*** Opening of Source data ***

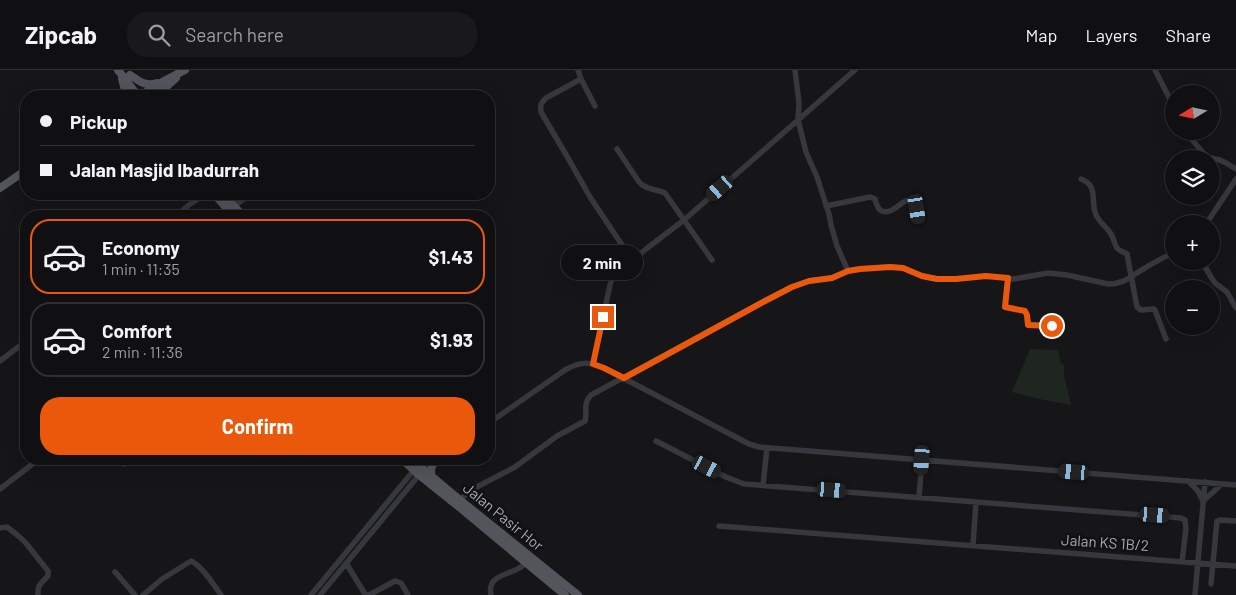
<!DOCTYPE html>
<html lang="en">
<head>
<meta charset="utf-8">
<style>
	body { margin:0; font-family:Barlow,sans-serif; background:#19191b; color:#f1f3f6; height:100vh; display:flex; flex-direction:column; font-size:19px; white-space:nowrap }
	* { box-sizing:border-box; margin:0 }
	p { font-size:16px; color:#9c9d9f }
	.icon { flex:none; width:28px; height:28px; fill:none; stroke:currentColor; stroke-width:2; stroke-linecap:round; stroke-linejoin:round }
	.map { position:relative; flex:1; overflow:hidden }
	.details { position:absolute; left:20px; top:140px; width:475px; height:255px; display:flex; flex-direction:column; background:#101012; border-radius:20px; box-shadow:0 5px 20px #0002,0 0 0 1px #303032 }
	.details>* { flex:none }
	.top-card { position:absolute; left:20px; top:20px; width:475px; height:110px; border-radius:20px; box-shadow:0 5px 20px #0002,0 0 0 1px #303032; display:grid; align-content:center; height:110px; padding:0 20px; background:#101012 }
	.needle { width:32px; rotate:260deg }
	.controls { position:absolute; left:1165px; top:15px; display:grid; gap:10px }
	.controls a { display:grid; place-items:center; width:55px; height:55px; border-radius:50%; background:#101012; box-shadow:0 5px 20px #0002,0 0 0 1px #303032; font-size:25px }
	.end { position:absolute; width:22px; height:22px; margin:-11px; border:6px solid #ea580c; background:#fff; box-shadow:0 0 0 2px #fff }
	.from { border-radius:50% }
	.bubble { position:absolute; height:35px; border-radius:18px; background:#101012; box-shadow:0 5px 20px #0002,0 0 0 1px #303032; font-size:16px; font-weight:700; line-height:35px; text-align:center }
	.car { position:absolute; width:15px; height:30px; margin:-15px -8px; border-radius:6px; box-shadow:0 0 4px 1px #0007; background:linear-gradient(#222 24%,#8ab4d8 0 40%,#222 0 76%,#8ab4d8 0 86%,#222 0) }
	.top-card b { display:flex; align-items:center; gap:18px; height:48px; font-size:19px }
	.top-card b+b { border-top:1px solid #303032 }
	.top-card i { width:12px; height:12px; background:#f1f3f6 }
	ul { padding:9px 0 0; list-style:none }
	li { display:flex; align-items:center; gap:15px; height:75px; margin:0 10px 8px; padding:0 10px; border:2px solid #303032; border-radius:20px }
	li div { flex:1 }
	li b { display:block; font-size:19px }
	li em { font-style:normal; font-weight:700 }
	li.current { border-color:#ea580c }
	li>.icon { width:45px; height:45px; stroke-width:1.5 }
	.cta { display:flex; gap:10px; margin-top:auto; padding:10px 20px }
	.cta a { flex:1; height:58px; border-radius:20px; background:#ea580c; color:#fff; font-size:20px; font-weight:700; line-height:58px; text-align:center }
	header { display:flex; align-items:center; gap:30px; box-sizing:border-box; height:70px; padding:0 25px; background:#101012; border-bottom:1px solid #303032 }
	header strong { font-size:24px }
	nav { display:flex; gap:28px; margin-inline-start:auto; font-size:18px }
	.search { width:350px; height:45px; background:#19191b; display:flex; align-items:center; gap:12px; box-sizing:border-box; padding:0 18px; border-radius:20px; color:#9c9d9f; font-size:19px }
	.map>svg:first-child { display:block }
	.green { fill:#1e261f }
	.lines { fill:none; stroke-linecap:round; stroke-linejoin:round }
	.minor { stroke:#37383d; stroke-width:5.5 }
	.major { stroke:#53555c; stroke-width:8 }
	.route { stroke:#ea580c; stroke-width:6 }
	.labels { text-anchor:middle; stroke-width:5; stroke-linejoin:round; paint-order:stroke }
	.street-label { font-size:15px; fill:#a8adb8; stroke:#111113 }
</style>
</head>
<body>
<header>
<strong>Zipcab</strong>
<div class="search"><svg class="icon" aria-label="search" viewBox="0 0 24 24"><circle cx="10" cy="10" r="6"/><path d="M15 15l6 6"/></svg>Search here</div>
<nav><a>Map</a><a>Layers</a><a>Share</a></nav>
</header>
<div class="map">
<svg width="1236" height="525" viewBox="0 0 1236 525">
	<rect width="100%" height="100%" fill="#161618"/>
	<path class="green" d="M1030,279l28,1 3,14 3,1v10l7,30 -27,-5 -32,-8z"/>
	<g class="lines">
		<path class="minor" d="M578,0l3,9 -35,19c-5,5 -6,7 -5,14l27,46 22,39 42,63
			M795,0l4,33 -1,17 8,32 11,25 12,37 2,11 6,21 11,25
			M1155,0l19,37
			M581,9l14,27
			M1185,61l18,22 7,5 10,2 6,3 10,6
			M617,79l22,33c7,8 17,7 26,11l47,67
			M1081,109c17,7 10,19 14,33 2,9 11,14 16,22 3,4 3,10 6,14 2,3 7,4 10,6l10,53 4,3 13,-1 1,1 11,29
			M234,136l17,-12
			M826,136l44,-9 5,2c1,4 2,8 5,11 16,11 32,-34 39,10
			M178,146c7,-10 18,-16 28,-22
			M1206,154l30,-45
			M1195,191l6,1 3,3 7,12 4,6 12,9 9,16
			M1008,208l-3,29 20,4 2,4 1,10 34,1
			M0,291l26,-20
			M593,294l17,-79 2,-6 3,-4 31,-26 38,-29 171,-150
			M489,353l76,-53c16,-9 23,-8 39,-2l145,76 10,3 477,38
			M656,371l70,36 18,7 437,34 4,2 1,8 -4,34
			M124,394l2,-5
			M1188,411l10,10 5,10
			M763,415l4,-37
			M0,419l39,-30
			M919,427l3,-37
			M460,430l9,-9 46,-24 42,-31 28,-15c3,-11 -3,-16 6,-26l174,-94 27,-14 17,-6 23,-3 16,-7 12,-2 30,-2 13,1 19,8 15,3h19l29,-3 29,3 34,-6 19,2 41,9c17,0 23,-8 37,-16 9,-6 19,-10 29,-16
			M1203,431l19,-17
			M719,456l517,40
			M0,458l7,-1 9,7 9,8 23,29v5c-6,7 -11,8 -10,19
			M973,475l3,-43
			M346,493l19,31 3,1
			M115,502l20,23
			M1211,514l6,-63 3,-1 16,1
			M143,525l19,-16 29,-18c11,5 23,24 30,34
			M311,525l103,-125
			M320,525l99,-120
			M369,525l26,-14 6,2 7,12
			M491,525c-5,-23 24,-19 35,-32
			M1195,525l10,-113"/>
		<path class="major" d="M118,0l20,26
			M130,5c9,6 16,12 27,8
			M122,9l3,11v6
			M140,26l24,-15 21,-11
			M152,26l15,-10 9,-8
			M0,118l26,-18
			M214,124l20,22
			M223,124l20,22
			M402,389l17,16 40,32 106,88
			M411,389l49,41 118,95
			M413,389l11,1 8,-1
			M432,408c-2,-8 -1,-13 5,-19"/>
	</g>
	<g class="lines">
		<path class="route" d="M603,247l-10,47 11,4 20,10 141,-77 27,-14 17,-6 23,-3 16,-7 12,-2 30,-2 13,1 19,8 15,3h19l30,-3 22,2 -3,29 20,4 2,4 1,10 24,1"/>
	</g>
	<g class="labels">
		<g class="street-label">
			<text transform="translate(503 447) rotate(39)" y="5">Jalan Pasir Hor</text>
			<text transform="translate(1105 473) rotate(4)" y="5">Jalan KS 1B/2</text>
		</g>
	</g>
</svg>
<div class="controls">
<a><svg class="needle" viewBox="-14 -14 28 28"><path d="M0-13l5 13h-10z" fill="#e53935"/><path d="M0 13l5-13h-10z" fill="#9c9d9f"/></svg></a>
<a><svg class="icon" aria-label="layers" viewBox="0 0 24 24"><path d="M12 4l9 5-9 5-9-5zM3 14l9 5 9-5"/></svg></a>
<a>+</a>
<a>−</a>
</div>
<i class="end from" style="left:1052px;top:256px"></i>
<i class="end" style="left:603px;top:247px"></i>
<div class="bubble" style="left:561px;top:175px;width:82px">2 min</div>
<i class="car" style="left:720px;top:118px;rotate:229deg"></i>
<i class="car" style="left:917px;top:139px;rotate:171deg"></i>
<i class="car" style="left:922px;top:390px;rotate:184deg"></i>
<i class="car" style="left:707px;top:397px;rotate:117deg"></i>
<i class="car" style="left:1074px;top:402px;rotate:275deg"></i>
<i class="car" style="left:832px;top:420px;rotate:94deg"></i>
<i class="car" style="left:1155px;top:445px;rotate:94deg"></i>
<div class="top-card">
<b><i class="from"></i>Pickup</b>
<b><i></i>Jalan Masjid Ibadurrah</b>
</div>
<section class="details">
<ul>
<li class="current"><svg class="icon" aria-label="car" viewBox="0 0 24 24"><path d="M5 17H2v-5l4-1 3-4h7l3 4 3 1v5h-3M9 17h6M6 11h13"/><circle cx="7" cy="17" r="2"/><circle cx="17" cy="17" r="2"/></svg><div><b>Economy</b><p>1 min · 11:35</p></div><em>$1.43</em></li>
<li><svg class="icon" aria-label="car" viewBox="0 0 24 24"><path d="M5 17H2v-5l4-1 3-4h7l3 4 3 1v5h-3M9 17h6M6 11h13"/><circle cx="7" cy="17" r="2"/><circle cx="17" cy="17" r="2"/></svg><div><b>Comfort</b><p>2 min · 11:36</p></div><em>$1.93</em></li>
</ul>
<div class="cta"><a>Confirm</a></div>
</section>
</div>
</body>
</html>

*** Close of Source data ***

▸ Task requirements
Copy out every line of the material above that mentions the word "controls".

▸ Response for this exercise
	.controls { position:absolute; left:1165px; top:15px; display:grid; gap:10px }
	.controls a { display:grid; place-items:center; width:55px; height:55px; border-radius:50%; background:#101012; box-shadow:0 5px 20px #0002,0 0 0 1px #303032; font-size:25px }
<div class="controls">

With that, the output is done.